The following code snippet shows a newly created thread that’s in the NEW state:
Runnable runnable = new NewState();
Thread t = new Thread(runnable);
System.out.println(t.getState());
Since we’ve not started the mentioned thread, the method t.getState() prints:
NEW
2. Runnable
When we’ve created a new thread and called the start() method on that, it’s moved from NEW to RUNNABLE state. Threads in this state are either running or ready to run, but they’re waiting for resource allocation from the system.
In a multi-threaded environment, the Thread-Scheduler (which is part of JVM) allocates a fixed amount of time to each thread. So it runs for a particular amount of time, then leaves the control to other RUNNABLE threads.
For example, let’s add t.start() method to our previous code and try to access its current state:
Runnable runnable = new NewState();
Thread t = new Thread(runnable);
t.start();
System.out.println(t.getState());
This code is most likely to return the output as:
RUNNABLE
Note that in this example, it’s not always guaranteed that by the time our control reaches t.getState(), it will be still in the RUNNABLE state.
It may happen that it was immediately scheduled by the Thread-Scheduler and may finish execution. In such cases, we may get a different output.
3. BLOCKED
A thread is in the BLOCKED state when it’s currently not eligible to run. It enters this state when it is waiting for a monitor lock and is trying to access a section of code that is locked by some other thread.
Let’s try to reproduce this state:
public class BlockedState {
public static void main(String[] args) throws InterruptedException {
Thread t1 = new Thread(new DemoBlockedRunnable());
Thread t2 = new Thread(new DemoBlockedRunnable());
t1.start();
t2.start();
Thread.sleep(1000); //pause so that t2 states changes during this time
System.out.println(t2.getState());
System.exit(0);
}
}
class DemoBlockedRunnable implements Runnable {
@Override
public void run() {
commonResource();
}
public static synchronized void commonResource() {
while(true) {
// Infinite loop to mimic heavy processing
// 't1' won't leave this method
// when 't2' try to enter this
}
}
}
In this code:
We’ve created two different threads – t1 and t2, t1 starts and enters the synchronized commonResource() method; this means that only one thread can access it; all other subsequent threads that try to access this method will be blocked from the further execution until the current one will finish the processing.

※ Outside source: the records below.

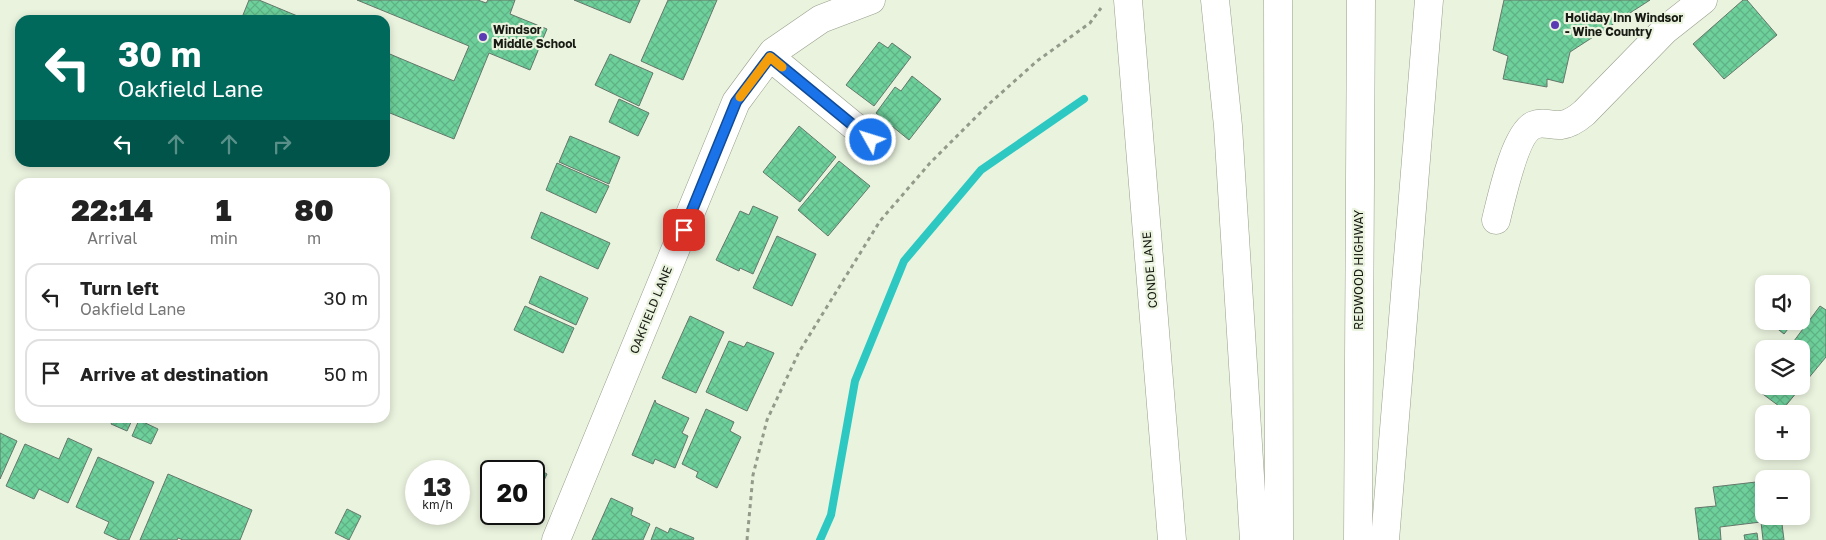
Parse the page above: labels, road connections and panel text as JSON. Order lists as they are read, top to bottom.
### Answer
{
  "streets": {
    "main road": ["CONDE LANE", "REDWOOD HIGHWAY", "OAKFIELD LANE"]
  },
  "places": ["Holiday Inn Windsor - Wine Country", "Windsor Middle School"],
  "page": {
    "turn": ["30 m", "Oakfield Lane"],
    "eta": [
      "22:14",
      "Arrival",
      "1",
      "min",
      "80",
      "m"
    ],
    "list": [
      {
        "name": "Turn left",
        "note": "Oakfield Lane",
        "value": "30 m"
      },
      {
        "name": "Arrive at destination",
        "value": "50 m"
      }
    ],
    "map_buttons": ["+", "−"],
    "speed": "13 km/h",
    "limit": "20"
  }
}
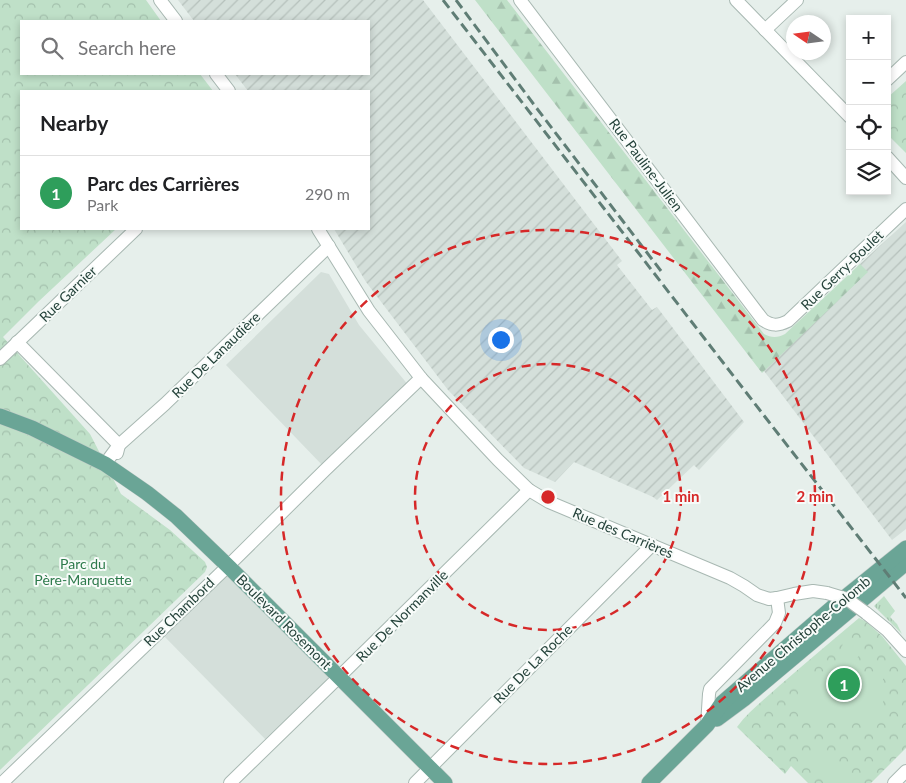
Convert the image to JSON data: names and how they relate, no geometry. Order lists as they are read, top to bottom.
{
  "streets": {
    "main road": ["Boulevard Rosemont", "Avenue Christophe-Colomb"],
    "street": [
      "Rue Pauline-Julien",
      "Rue Gerry-Boulet",
      "Rue Garnier",
      "Rue De Lanaudière",
      "Rue des Carrières",
      "Rue Chambord",
      "Rue De Normanville",
      "Rue De La Roche"
    ]
  },
  "crossings": [
    ["Rue Pauline-Julien", "Rue Gerry-Boulet"],
    ["Rue De Lanaudière", "Rue des Carrières"],
    ["Rue des Carrières", "Rue Chambord"],
    ["Rue des Carrières", "Rue De Normanville"],
    ["Rue des Carrières", "Avenue Christophe-Colomb"],
    ["Rue des Carrières", "Rue De La Roche"],
    ["Rue Chambord", "Boulevard Rosemont"],
    ["Rue De Normanville", "Boulevard Rosemont"],
    ["Boulevard Rosemont", "Rue De La Roche"]
  ],
  "parks": ["Parc du Père-Marquette"],
  "north": "left",
  "page": {
    "map_buttons": ["+", "−"],
    "search": "Search here",
    "heading": "Nearby",
    "list": [
      {
        "mark": "1",
        "name": "Parc des Carrières",
        "note": "Park",
        "value": "290 m"
      }
    ],
    "pins": "1"
  },
  "rings": ["1 min", "2 min"]
}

When t1 enters this method, it is kept in an infinite while loop; this is just to imitate heavy processing so that all other threads cannot enter this method
Now when we start t2, it tries to enter the commonResource() method, which is already being accessed by t1, thus, t2 will be kept in the BLOCKED state.
Being in this state, we call t2.getState() and get the output as:
BLOCKED
4. WAITING
A thread is in WAITING state when it’s waiting for some other thread to perform a particular action. According to JavaDocs, any thread can enter this state by calling any one of the following three methods:
- object.wait()
- thread.join() or
- LockSupport.park()
Note that in wait() and join() – we do not define any timeout period as that scenario is covered in the next section.
In this example, thread-1 starts thread 2 and waits for thread-2 to finish using thread.join() method. During this time t1 is in WAITING state.
Simple Runnable.java - Thread 1
public class SimpleRunnable implements Runnable{
@Override
public void run(){
Thread t2 = new Thread(new SimpleRunnableTwo());
t2.start();
try {
t2.join();
} catch (InterruptedException e) {
e.printStackTrace();
}
}
}
Simple Runnable 2 - Thread 2
public class SimpleRunnableTwo implements Runnable {
@Override
public void run() {
try{
Thread.sleep(5000);
}
catch(InterruptedException e){
Thread.currentThread().interrupt();
e.printStackTrace();
}
}
}
Main
public class Main {
public static void main(String[] args) throws InterruptedException {
Thread t1 = new Thread(new SimpleRunnable());
t1.start();
Thread.sleep(1000); //1ms pause
System.out.println("T1 :"+ t1.getState()); //T1 is waiting state
System.out.println("Main :" + Thread.currentThread().getState());
}
}
5. TIMED WAITING
A thread is in TIMED_WAITING state when it’s waiting for another thread to perform a particular action within a stipulated amount of time.
According to JavaDocs, there are five ways to put a thread on TIMED_WAITING state:
- thread.sleep(long millis)
- wait(int timeout) or wait(int timeout, int nanos)
- thread.join(long millis)
- LockSupport.parkNanos
- LockSupport.parkUntil
Here, we’ve created and started a thread t1 which is entered into the sleep state with a timeout period of 5 seconds; the output will be TIMED_WAITING.
public class SimpleRunnable implements Runnable{
@Override
public void run() {
try{
Thread.sleep(5000);
}
catch(InterruptedException e){
e.printStackTrace();
}
}
}
In Main, if you check the state of T1 after 2s it will be TIMED WAITING
public class Main {
public static void main(String[] args) throws InterruptedException {
Thread t1 = new Thread(new SimpleRunnable());
t1.start();
Thread.sleep(2000);
System.out.println(t1.getState());
}
}
6. TERMINATED
This is the state of a dead thread. It’s in the TERMINATED state when it has either finished execution or was terminated abnormally. There are different ways of terminating a thread.
Let’s try to achieve this state in the following example:
public class TerminatedState implements Runnable {
public static void main(String[] args) throws InterruptedException {
Thread t1 = new Thread(new TerminatedState());
t1.start();
// The following sleep method will give enough time for
// thread t1 to complete
Thread.sleep(1000);
System.out.println(t1.getState());
}
@Override
public void run() {
// No processing in this block
}
}
Here, while we’ve started thread t1, the very next statement Thread.sleep(1000) gives enough time for t1 to complete and so this program gives us the output as:
TERMINATED